━━━━━ Data supplied
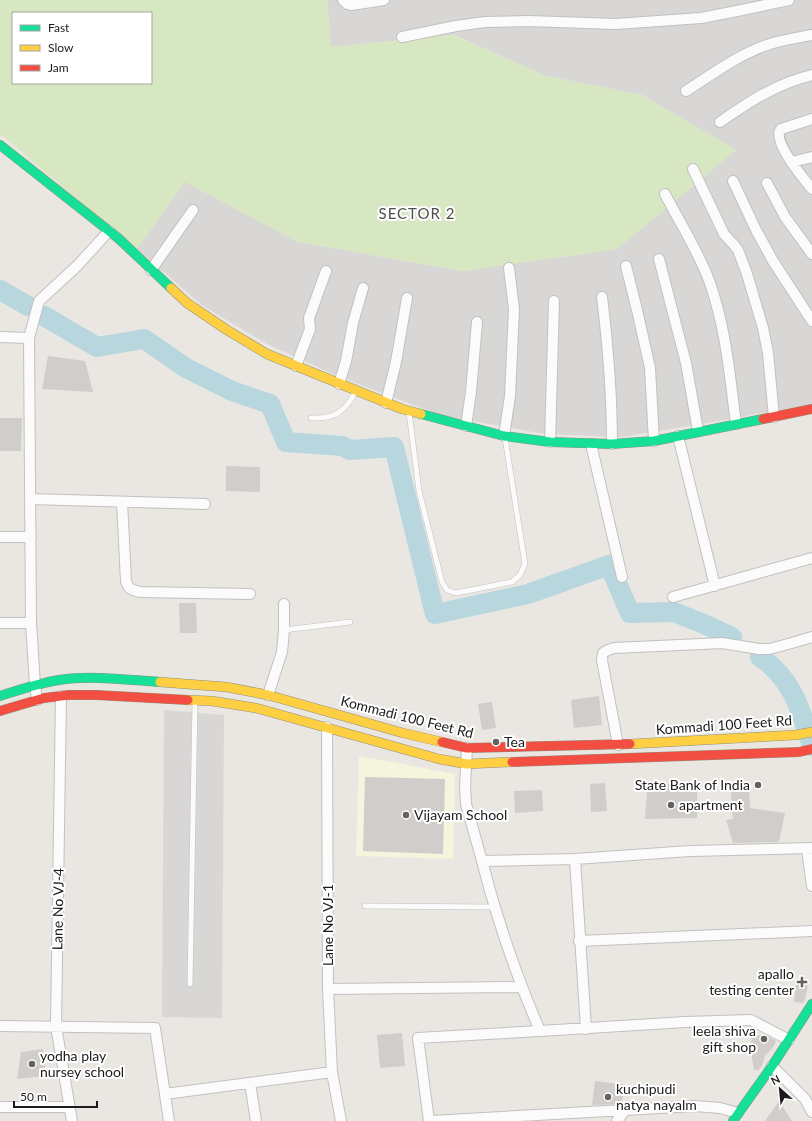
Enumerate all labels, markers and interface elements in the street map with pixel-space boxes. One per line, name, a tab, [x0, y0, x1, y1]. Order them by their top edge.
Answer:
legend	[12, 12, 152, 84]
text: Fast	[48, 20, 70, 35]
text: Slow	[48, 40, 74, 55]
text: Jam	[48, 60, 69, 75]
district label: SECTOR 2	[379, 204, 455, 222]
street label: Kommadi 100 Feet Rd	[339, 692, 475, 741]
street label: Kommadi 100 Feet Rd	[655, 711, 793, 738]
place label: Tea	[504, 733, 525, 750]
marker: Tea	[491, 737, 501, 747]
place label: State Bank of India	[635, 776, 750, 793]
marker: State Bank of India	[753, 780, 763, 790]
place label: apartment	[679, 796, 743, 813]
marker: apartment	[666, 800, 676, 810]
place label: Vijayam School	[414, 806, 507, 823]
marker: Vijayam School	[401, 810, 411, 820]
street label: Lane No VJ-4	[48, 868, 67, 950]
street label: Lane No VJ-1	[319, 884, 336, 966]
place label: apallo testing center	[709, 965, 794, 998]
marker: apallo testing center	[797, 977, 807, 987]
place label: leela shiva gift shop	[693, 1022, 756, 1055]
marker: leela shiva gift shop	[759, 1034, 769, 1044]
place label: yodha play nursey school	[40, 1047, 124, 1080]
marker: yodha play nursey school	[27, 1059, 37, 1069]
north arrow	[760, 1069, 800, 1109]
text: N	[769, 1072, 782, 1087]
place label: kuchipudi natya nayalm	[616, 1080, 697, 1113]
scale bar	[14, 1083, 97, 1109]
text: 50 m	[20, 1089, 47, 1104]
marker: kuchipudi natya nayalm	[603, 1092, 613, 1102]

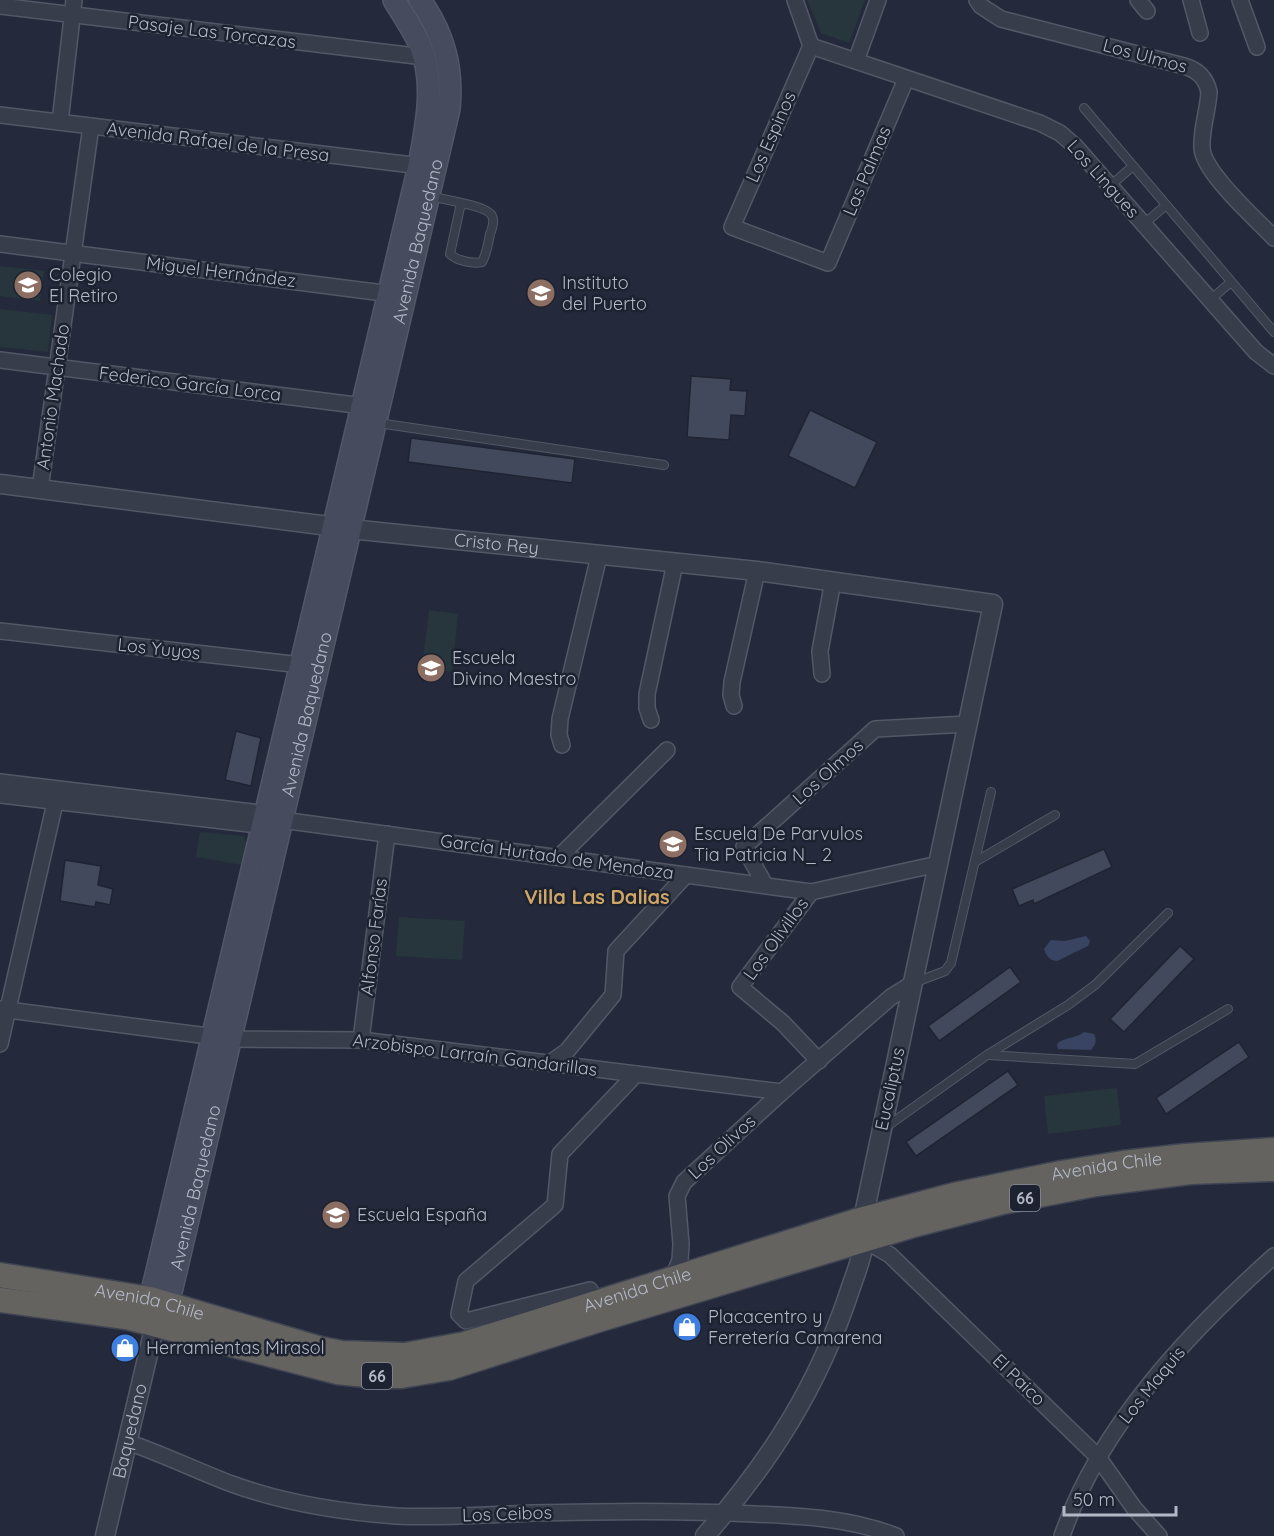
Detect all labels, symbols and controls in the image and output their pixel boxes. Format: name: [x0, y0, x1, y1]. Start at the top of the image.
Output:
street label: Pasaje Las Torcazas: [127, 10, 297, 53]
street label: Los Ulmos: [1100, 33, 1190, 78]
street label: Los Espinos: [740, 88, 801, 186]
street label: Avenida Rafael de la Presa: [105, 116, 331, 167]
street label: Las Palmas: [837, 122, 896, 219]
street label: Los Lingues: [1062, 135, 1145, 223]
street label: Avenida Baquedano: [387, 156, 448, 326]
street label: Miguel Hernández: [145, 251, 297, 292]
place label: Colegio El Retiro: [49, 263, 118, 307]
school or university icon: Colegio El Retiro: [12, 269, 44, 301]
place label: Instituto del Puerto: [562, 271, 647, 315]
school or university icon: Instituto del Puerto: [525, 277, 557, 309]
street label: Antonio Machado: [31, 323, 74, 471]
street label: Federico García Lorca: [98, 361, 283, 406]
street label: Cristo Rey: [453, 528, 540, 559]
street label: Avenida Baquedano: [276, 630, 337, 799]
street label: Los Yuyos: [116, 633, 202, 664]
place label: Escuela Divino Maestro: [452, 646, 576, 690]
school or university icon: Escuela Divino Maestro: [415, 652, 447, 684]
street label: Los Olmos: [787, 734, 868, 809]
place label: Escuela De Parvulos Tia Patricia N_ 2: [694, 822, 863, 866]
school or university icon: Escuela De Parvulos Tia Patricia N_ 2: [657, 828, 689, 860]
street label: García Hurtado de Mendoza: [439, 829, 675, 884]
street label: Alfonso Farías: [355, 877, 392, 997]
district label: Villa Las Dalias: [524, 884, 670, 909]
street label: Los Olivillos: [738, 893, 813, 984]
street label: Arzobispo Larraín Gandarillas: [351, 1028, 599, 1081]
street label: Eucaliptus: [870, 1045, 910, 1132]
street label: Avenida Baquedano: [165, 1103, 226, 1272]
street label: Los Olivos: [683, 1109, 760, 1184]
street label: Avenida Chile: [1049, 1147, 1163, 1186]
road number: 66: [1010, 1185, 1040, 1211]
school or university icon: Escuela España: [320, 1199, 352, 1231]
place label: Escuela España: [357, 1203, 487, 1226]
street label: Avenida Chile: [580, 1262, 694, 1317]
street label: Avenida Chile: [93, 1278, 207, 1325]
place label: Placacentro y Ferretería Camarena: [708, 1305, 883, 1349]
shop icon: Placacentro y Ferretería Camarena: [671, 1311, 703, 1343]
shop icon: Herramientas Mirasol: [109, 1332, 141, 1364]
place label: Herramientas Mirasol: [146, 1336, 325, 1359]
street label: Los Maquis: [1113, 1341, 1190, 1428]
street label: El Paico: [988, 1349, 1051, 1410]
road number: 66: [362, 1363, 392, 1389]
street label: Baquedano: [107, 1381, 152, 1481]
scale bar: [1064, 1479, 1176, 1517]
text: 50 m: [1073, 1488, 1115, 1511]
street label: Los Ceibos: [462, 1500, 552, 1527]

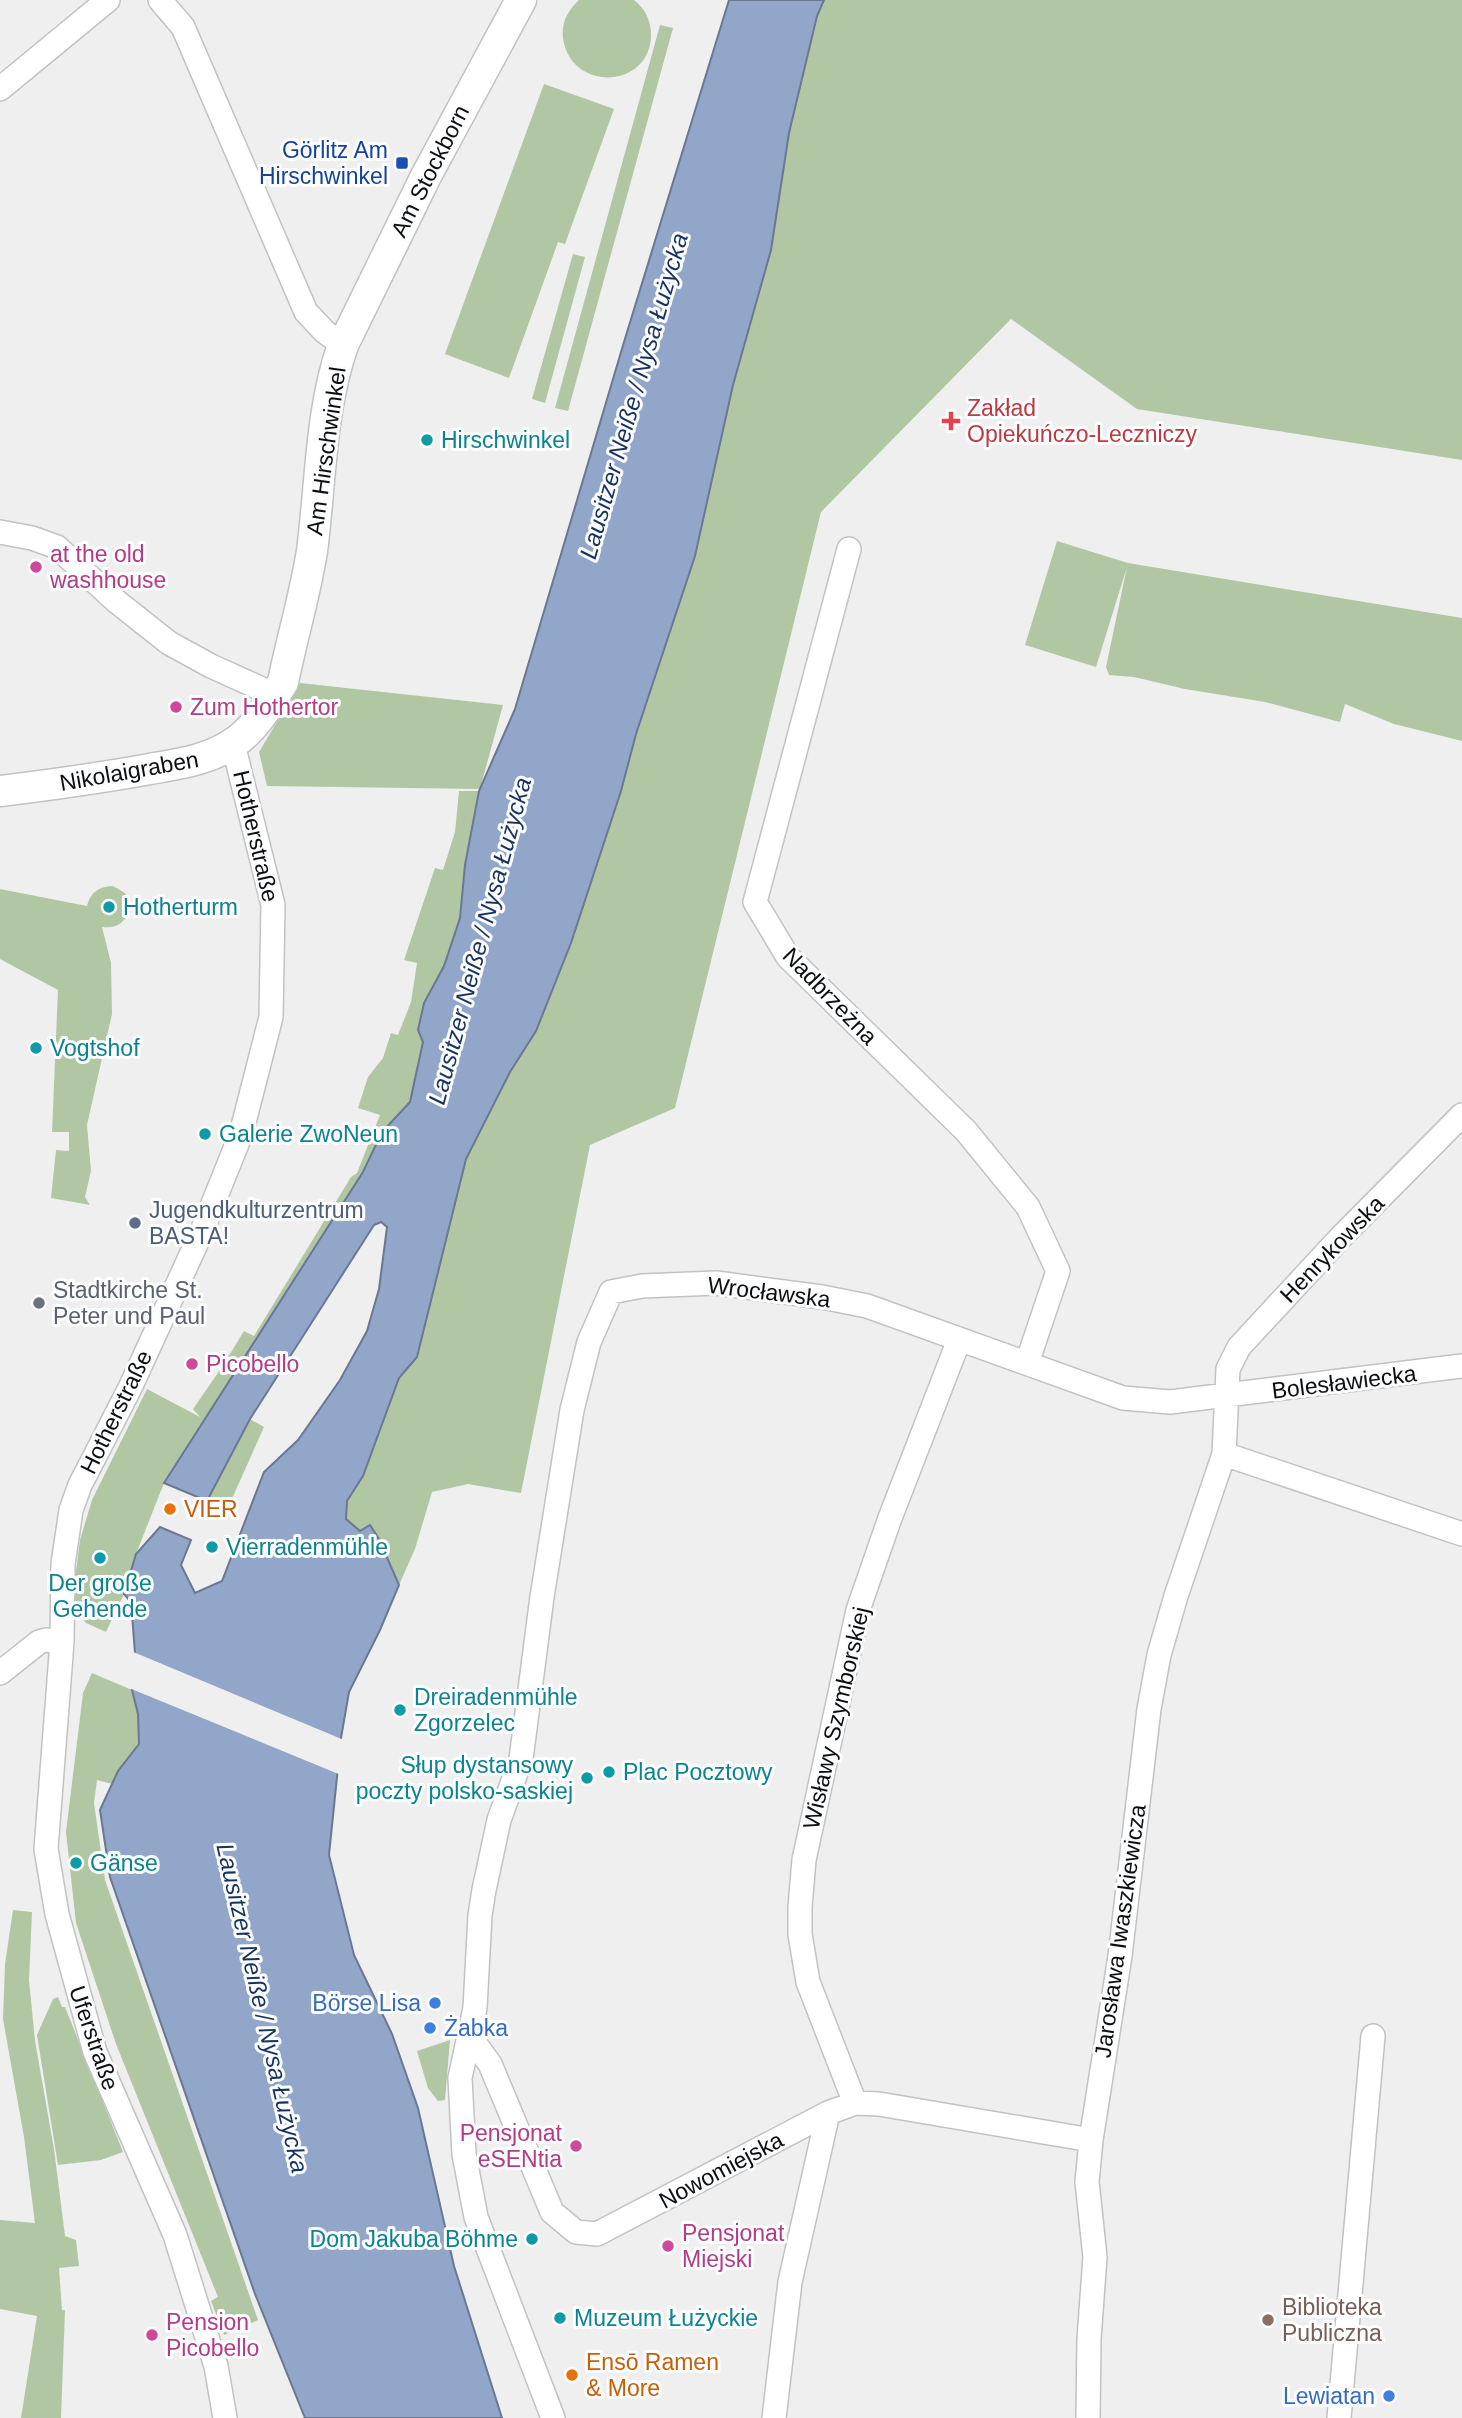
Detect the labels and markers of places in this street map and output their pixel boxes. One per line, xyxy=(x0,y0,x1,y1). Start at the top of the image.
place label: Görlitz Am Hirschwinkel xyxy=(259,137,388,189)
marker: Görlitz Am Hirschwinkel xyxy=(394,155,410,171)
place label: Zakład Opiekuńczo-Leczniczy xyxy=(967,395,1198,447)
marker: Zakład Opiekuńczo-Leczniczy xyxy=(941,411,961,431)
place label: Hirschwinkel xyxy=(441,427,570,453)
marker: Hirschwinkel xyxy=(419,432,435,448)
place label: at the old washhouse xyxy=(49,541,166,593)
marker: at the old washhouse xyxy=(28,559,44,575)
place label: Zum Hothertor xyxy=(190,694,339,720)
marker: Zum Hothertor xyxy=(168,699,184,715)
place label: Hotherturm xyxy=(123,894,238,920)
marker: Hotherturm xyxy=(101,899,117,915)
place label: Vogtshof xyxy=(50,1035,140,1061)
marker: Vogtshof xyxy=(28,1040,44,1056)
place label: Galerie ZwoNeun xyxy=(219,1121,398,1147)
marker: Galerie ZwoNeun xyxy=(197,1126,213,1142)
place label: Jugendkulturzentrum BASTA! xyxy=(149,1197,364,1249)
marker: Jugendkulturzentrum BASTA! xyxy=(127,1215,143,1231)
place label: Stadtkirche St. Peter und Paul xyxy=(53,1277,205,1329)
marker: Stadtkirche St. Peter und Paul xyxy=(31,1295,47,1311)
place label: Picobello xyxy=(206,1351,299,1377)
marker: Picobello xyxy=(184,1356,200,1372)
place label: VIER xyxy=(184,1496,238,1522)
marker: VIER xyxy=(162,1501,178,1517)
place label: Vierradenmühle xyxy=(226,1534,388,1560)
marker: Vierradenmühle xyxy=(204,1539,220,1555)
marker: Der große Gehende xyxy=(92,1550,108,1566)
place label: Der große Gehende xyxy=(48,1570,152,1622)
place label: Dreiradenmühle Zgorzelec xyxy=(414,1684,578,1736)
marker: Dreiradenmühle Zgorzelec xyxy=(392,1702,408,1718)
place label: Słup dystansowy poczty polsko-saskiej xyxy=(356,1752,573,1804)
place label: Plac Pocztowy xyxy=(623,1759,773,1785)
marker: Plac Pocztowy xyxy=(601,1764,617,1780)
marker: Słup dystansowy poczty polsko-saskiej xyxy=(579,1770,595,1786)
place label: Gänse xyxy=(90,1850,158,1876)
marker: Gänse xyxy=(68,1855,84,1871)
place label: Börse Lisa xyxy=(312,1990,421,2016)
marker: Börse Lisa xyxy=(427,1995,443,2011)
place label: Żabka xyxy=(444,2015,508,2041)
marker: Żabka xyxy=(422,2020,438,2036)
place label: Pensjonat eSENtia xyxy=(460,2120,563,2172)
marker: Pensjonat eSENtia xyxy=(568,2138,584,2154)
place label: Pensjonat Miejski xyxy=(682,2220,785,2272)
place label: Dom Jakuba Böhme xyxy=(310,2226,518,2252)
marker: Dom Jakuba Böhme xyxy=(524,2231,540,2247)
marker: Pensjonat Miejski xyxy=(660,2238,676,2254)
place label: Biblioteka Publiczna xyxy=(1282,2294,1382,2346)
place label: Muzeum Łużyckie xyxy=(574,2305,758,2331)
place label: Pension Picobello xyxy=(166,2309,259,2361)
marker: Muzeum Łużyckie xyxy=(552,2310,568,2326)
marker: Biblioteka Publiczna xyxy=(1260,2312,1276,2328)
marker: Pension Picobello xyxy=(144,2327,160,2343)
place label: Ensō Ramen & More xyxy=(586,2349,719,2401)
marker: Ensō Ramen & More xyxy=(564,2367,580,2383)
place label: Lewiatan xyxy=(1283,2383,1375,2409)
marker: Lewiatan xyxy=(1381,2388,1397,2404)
━━━━━━━━━━
- **The task**
Each line with the word "Zakład" in the records above belongs in the result; copy all of them.

- **Output below**
place label: Zakład Opiekuńczo-Leczniczy xyxy=(967,395,1198,447)
marker: Zakład Opiekuńczo-Leczniczy xyxy=(941,411,961,431)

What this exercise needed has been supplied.